Efficacy of compound 14 in a mouse model of chronic TB infection. C57BL/6J mice were infected with M. tuberculosis H37Rv intratracheally (∼10² CFU) and were dosed once daily for 8 weeks starting 6 weeks after infection. Mice were sacrificed 24 h after the last drug administration. Every column represents the mean values ± standard deviations of data from 7 mice per group for untreated and linezolid-treated groups and from 3 mice for compound 14-treated mice. *, P < 0.001 by pairwise multiple-comparison procedures (Tukey test) compared to controls.

FIG 8

Efficacy of compound 14 in a mouse model of acute TB infection under different dosing regimes of once a day (QD), twice a day (BID), or every other day (q48h).
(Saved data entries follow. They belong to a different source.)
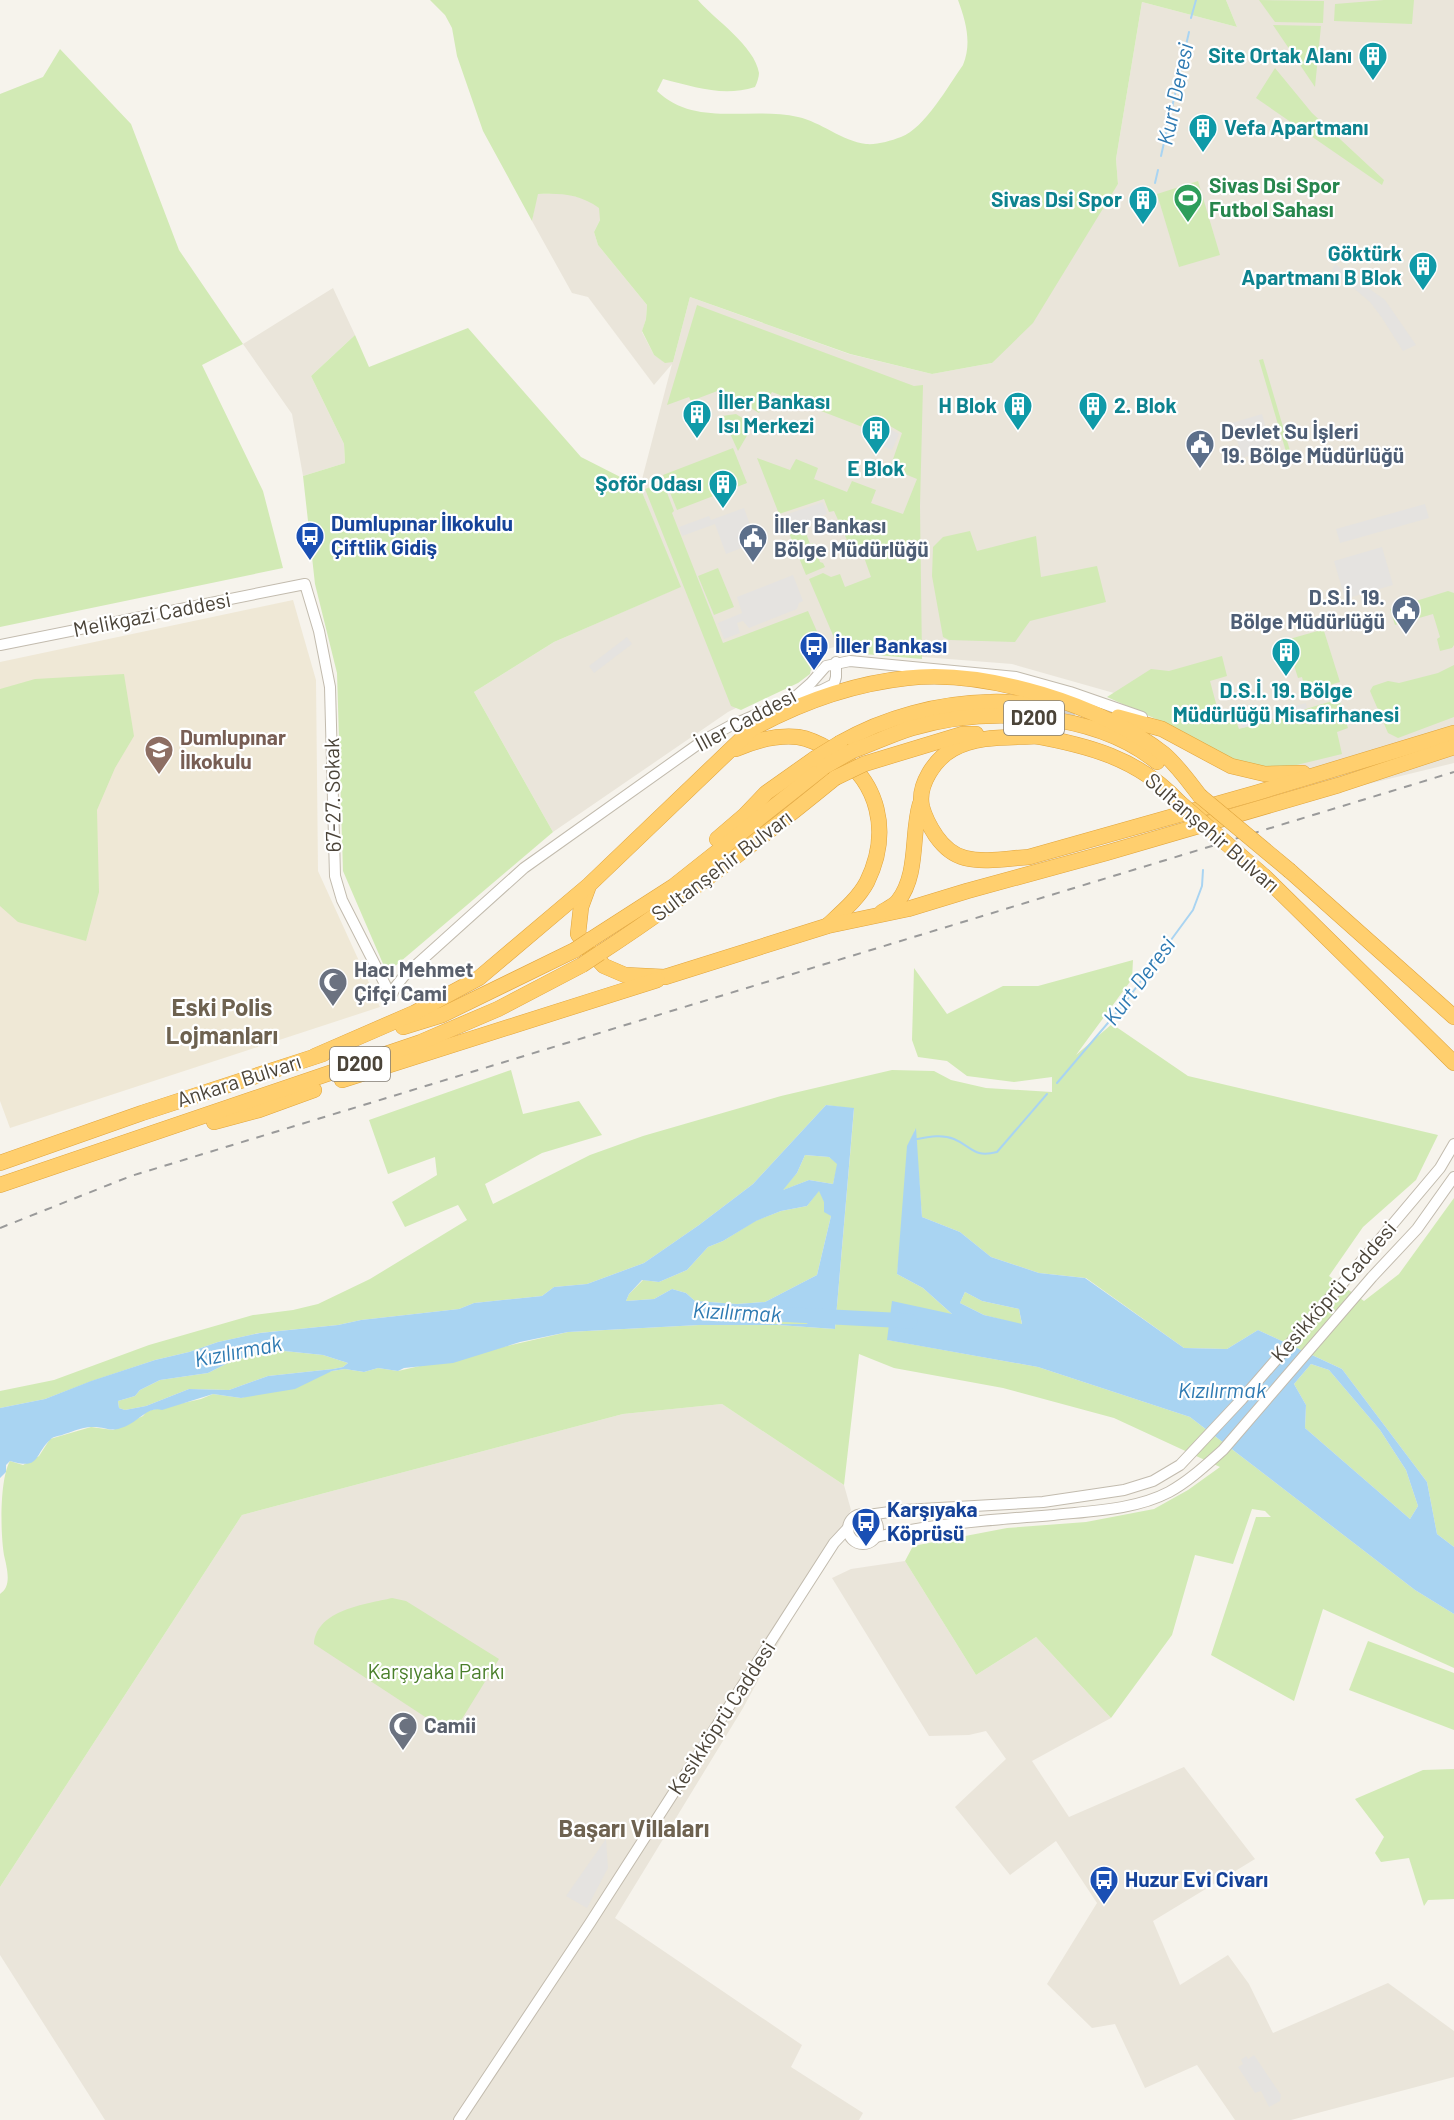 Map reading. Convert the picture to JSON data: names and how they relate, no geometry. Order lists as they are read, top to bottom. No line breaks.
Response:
{"streets":{"highway":["D200","Sultanşehir Bulvarı","Ankara Bulvarı"],"street":["Melikgazi Caddesi","İller Caddesi","67-27. Sokak","Kesikköprü Caddesi"]},"crossings":[["Melikgazi Caddesi","67-27. Sokak"],["İller Caddesi","67-27. Sokak"],["Sultanşehir Bulvarı","Ankara Bulvarı"]],"districts":["Eski Polis Lojmanları","Başarı Villaları"],"water":["Kurt Deresi","Kızılırmak"],"parks":["Karşıyaka Parkı"],"places":{"building":["Site Ortak Alanı","Vefa Apartmanı","Sivas Dsi Spor","Göktürk Apartmanı B Blok","H Blok","2. Blok","İller Bankası Isı Merkezi","E Blok","Şoför Odası","D.S.İ. 19. Bölge Müdürlüğü Misafirhanesi"],"sports":["Sivas Dsi Spor Futbol Sahası"],"public building":["Devlet Su İşleri 19. Bölge Müdürlüğü","İller Bankası Bölge Müdürlüğü","D.S.İ. 19. Bölge Müdürlüğü"],"bus stop":["Dumlupınar İlkokulu Çiftlik Gidiş","İller Bankası","Karşıyaka Köprüsü","Huzur Evi Civarı"],"school or university":["Dumlupınar İlkokulu"],"mosque":["Hacı Mehmet Çifçi Cami","Camii"]}} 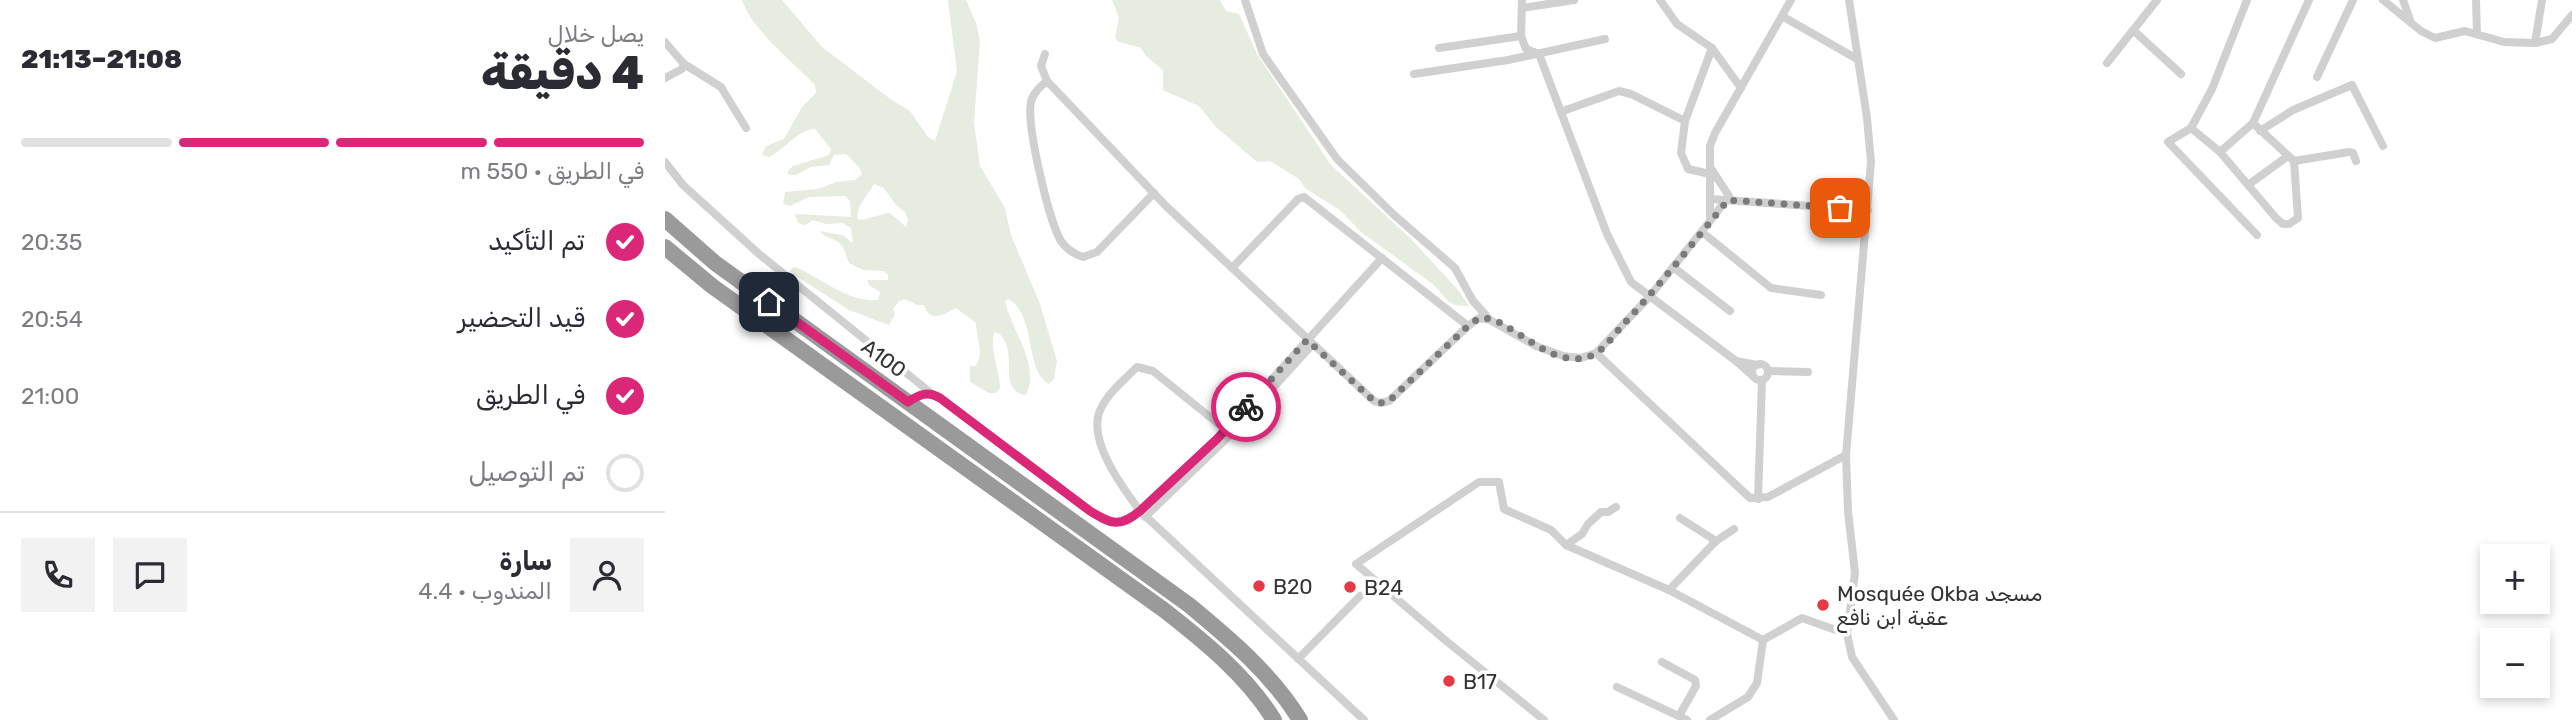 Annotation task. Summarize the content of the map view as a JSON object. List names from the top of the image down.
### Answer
{
  "streets": {
    "highway": ["A100"]
  },
  "places": [
    "B20",
    "B24",
    "Mosquée Okba مسجد عقبة ابن نافع",
    "B17"
  ],
  "page": {
    "heading": ["4 دقيقة", "يصل خلال", "21:08–21:13"],
    "panel": ["سارة", "المندوب · 4.4"],
    "bar": "في الطريق · 550 m",
    "list": [
      ["تم التأكيد", "20:35"],
      ["قيد التحضير", "20:54"],
      ["في الطريق", "21:00"],
      "تم التوصيل"
    ],
    "map_buttons": ["+", "−"]
  }
} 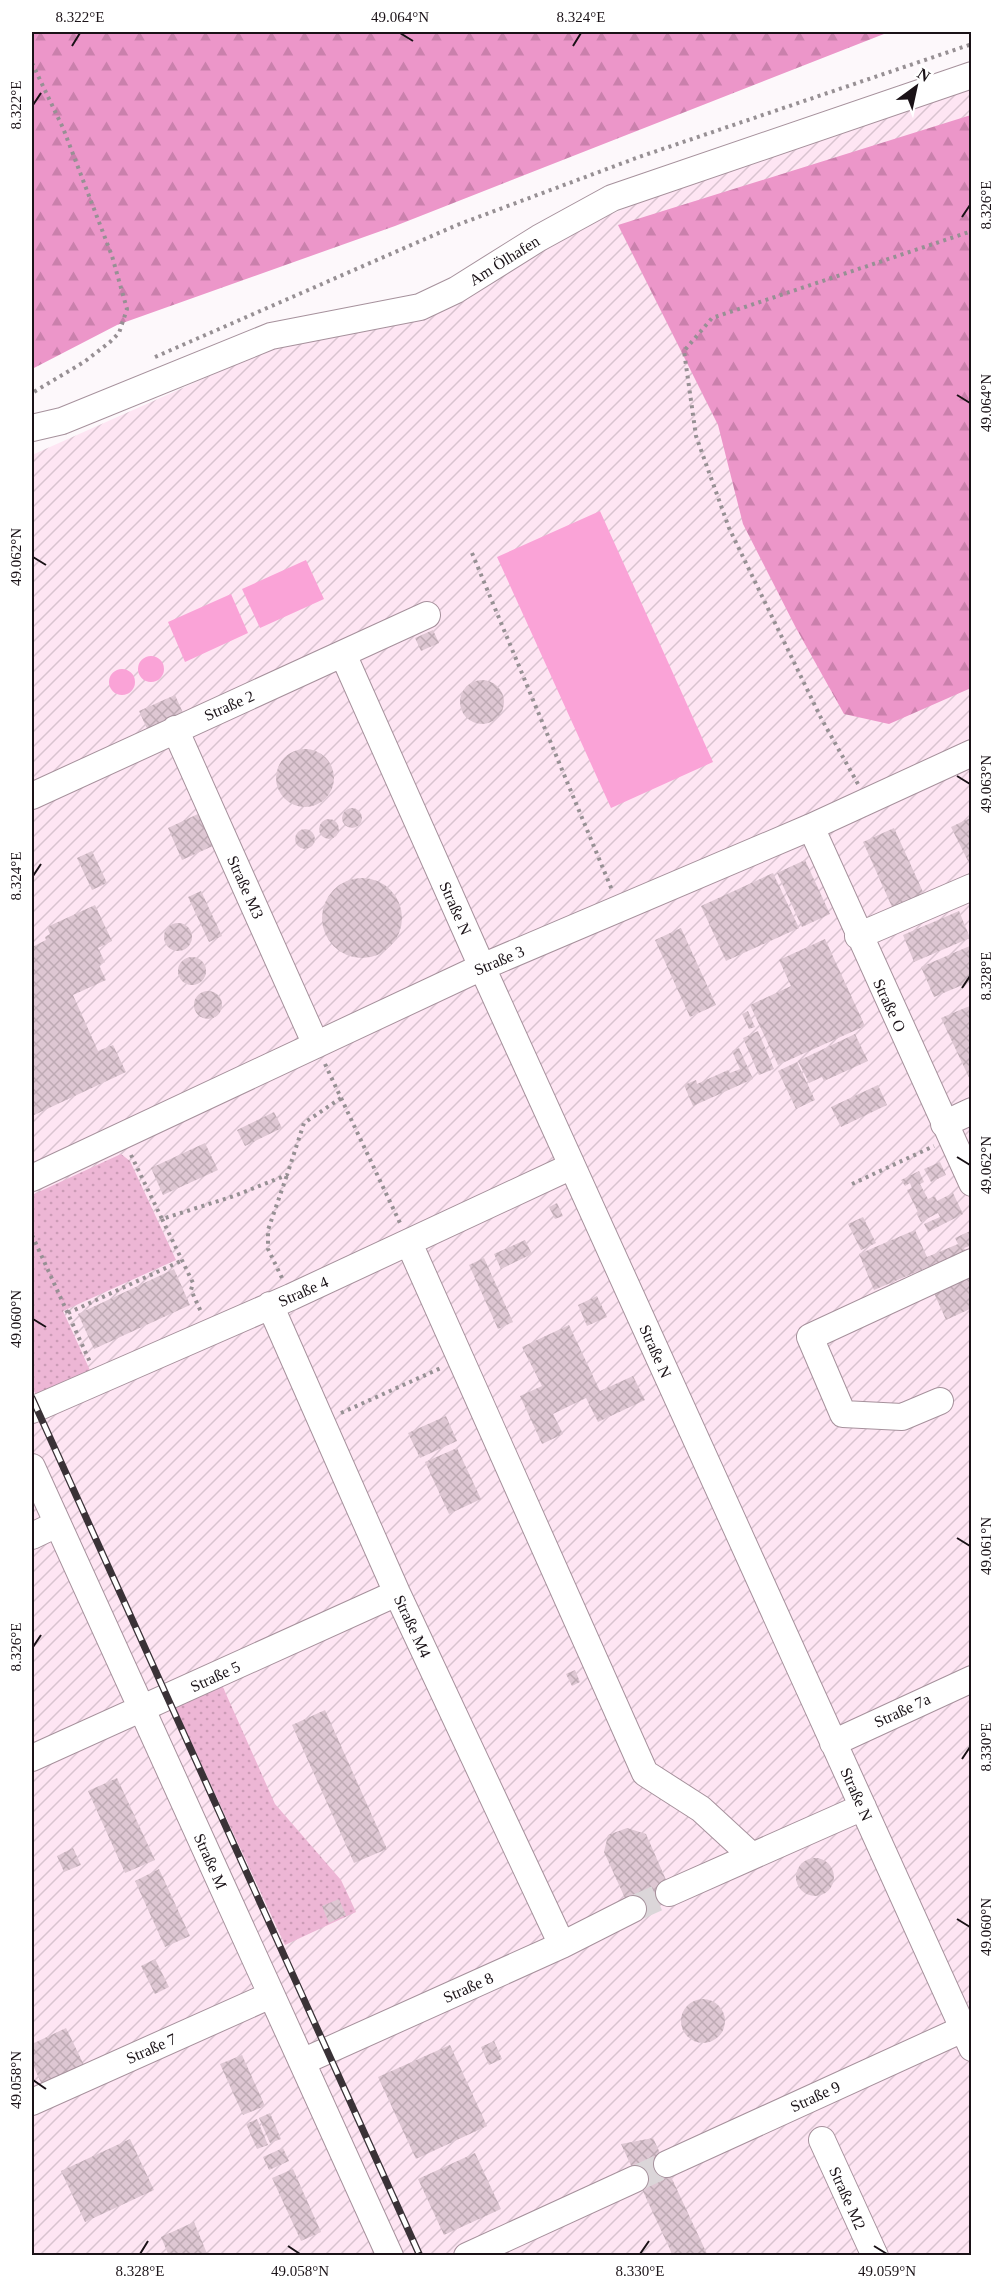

C57BL/6J mice were infected with M. tuberculosis H37Rv intratracheally (∼10⁵ CFU) and were dosed starting on the following day after infection for 8 days. Only one dose was administered on day 8 under the BID schedule. Mice were sacrificed at least 24 h after the last drug administration. Every dot represents one mouse data point except for linezolid (mean of data for 5 mice ± standard deviation).